EXERCISE AIM -
Take the listing below and output it exactly, with no images.
++++ DATA SHOWN ++++
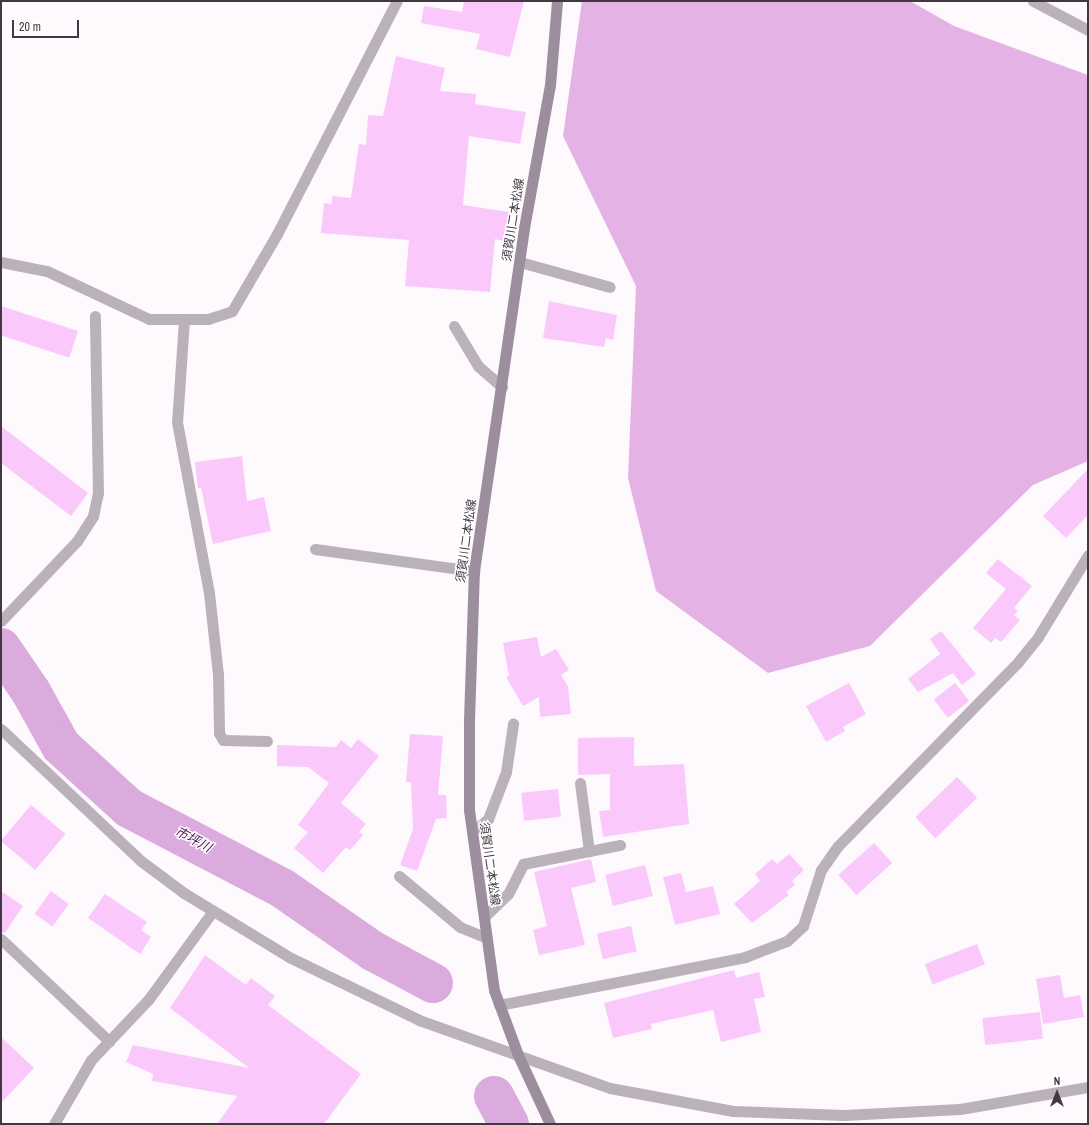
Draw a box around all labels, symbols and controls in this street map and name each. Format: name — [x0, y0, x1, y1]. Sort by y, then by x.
scale bar — [14, 12, 81, 38]
text: 20 m — [19, 19, 41, 35]
street label: 須賀川二本松線 — [500, 177, 528, 263]
street label: 須賀川二本松線 — [454, 498, 480, 584]
street label: 須賀川二本松線 — [476, 821, 502, 907]
water label: 市坪川 — [172, 824, 214, 856]
north arrow — [1037, 1073, 1077, 1113]
text: N — [1054, 1074, 1060, 1088]

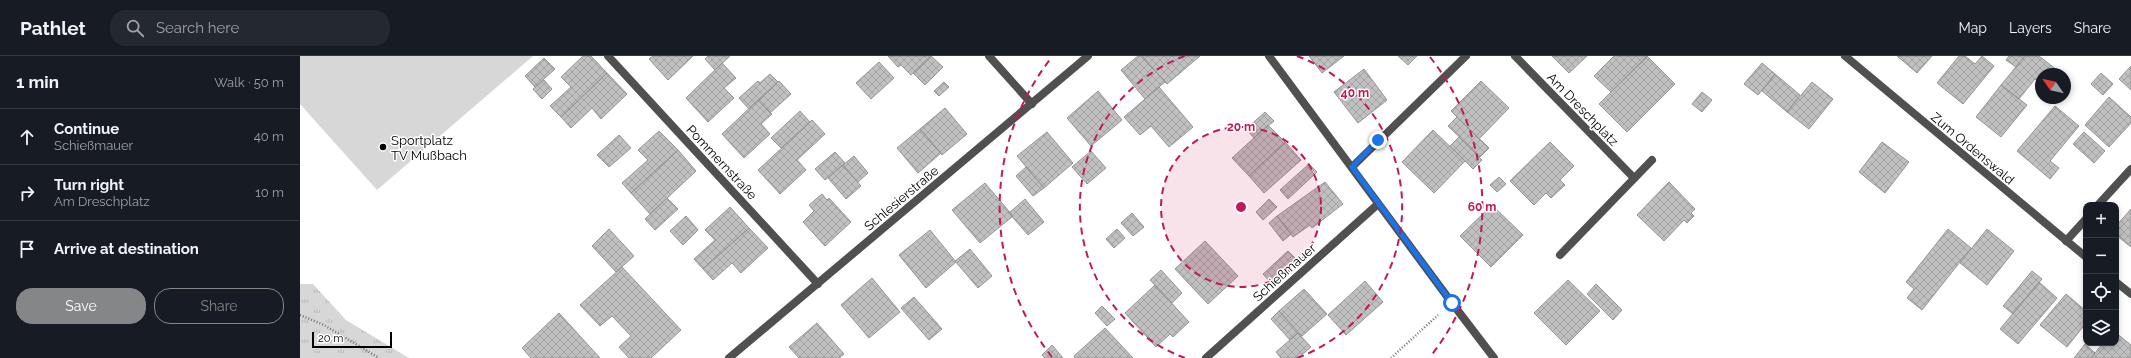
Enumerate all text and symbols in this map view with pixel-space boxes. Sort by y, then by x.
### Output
search box [110,10,390,46]
text: Pathlet [20,17,86,39]
icon: search [124,17,146,39]
text: Search here [156,19,239,37]
text: Map [1959,20,1987,36]
text: Layers [2009,20,2052,36]
text: Share [2074,20,2111,36]
north arrow [2035,68,2071,104]
street label: Am Dreschplatz [1544,70,1621,149]
text: 1 min [16,72,59,92]
text: Walk · 50 m [214,75,284,90]
text: 40 m [1341,86,1369,100]
street label: Zum Ordenswald [1928,109,2017,187]
text: Continue [54,120,119,138]
text: 20 m [1227,120,1255,134]
street label: Pommernstraße [683,122,760,203]
icon: ahead [16,126,38,148]
text: 40 m [254,129,284,144]
route end [1369,131,1387,149]
place label: Sportplatz TV Mußbach [391,133,467,163]
text: Schießmauer [54,138,133,153]
marker: Sportplatz TV Mußbach [378,142,388,152]
street label: Schlesierstraße [861,163,942,234]
text: Turn right [54,176,124,194]
icon: right [16,182,38,204]
text: 10 m [255,185,284,200]
text: Am Dreschplatz [54,194,150,209]
centre of rings [1234,200,1248,214]
text: 60 m [1468,200,1496,214]
map controls [2083,202,2119,346]
button: + [2083,202,2119,238]
icon: arrive [16,238,38,260]
button: − [2083,238,2119,274]
text: Arrive at destination [54,240,199,258]
street label: Schießmauer [1250,240,1319,304]
button: locate [2083,274,2119,310]
button: Save [16,288,146,324]
button: Share [154,288,284,324]
route start [1443,294,1461,312]
button: layers [2083,310,2119,346]
scale bar [312,330,392,349]
text: 20 m [318,332,343,345]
++++
REPLY TO THE EXERCISE -
Draw a box around all labels, symbols and controls in this street map and name each. Format: name — [x0, y0, x1, y1]. Sort by y, then by x.
scale bar — [14, 12, 81, 38]
text: 20 m — [19, 19, 41, 35]
street label: 須賀川二本松線 — [500, 177, 528, 263]
street label: 須賀川二本松線 — [454, 498, 480, 584]
street label: 須賀川二本松線 — [476, 821, 502, 907]
water label: 市坪川 — [172, 824, 214, 856]
north arrow — [1037, 1073, 1077, 1113]
text: N — [1054, 1074, 1060, 1088]

Enumerate all text and symbols in this map view with pixel-space boxes. Sort by y, then by x.
### Output
search box [110,10,390,46]
text: Pathlet [20,17,86,39]
icon: search [124,17,146,39]
text: Search here [156,19,239,37]
text: Map [1959,20,1987,36]
text: Layers [2009,20,2052,36]
text: Share [2074,20,2111,36]
north arrow [2035,68,2071,104]
street label: Am Dreschplatz [1544,70,1621,149]
text: 1 min [16,72,59,92]
text: Walk · 50 m [214,75,284,90]
text: 40 m [1341,86,1369,100]
street label: Zum Ordenswald [1928,109,2017,187]
text: Continue [54,120,119,138]
text: 20 m [1227,120,1255,134]
street label: Pommernstraße [683,122,760,203]
icon: ahead [16,126,38,148]
text: 40 m [254,129,284,144]
route end [1369,131,1387,149]
place label: Sportplatz TV Mußbach [391,133,467,163]
text: Schießmauer [54,138,133,153]
marker: Sportplatz TV Mußbach [378,142,388,152]
street label: Schlesierstraße [861,163,942,234]
text: Turn right [54,176,124,194]
icon: right [16,182,38,204]
text: 10 m [255,185,284,200]
text: Am Dreschplatz [54,194,150,209]
centre of rings [1234,200,1248,214]
text: 60 m [1468,200,1496,214]
map controls [2083,202,2119,346]
button: + [2083,202,2119,238]
icon: arrive [16,238,38,260]
button: − [2083,238,2119,274]
text: Arrive at destination [54,240,199,258]
street label: Schießmauer [1250,240,1319,304]
button: locate [2083,274,2119,310]
button: Save [16,288,146,324]
button: Share [154,288,284,324]
route start [1443,294,1461,312]
button: layers [2083,310,2119,346]
scale bar [312,330,392,349]
text: 20 m [318,332,343,345]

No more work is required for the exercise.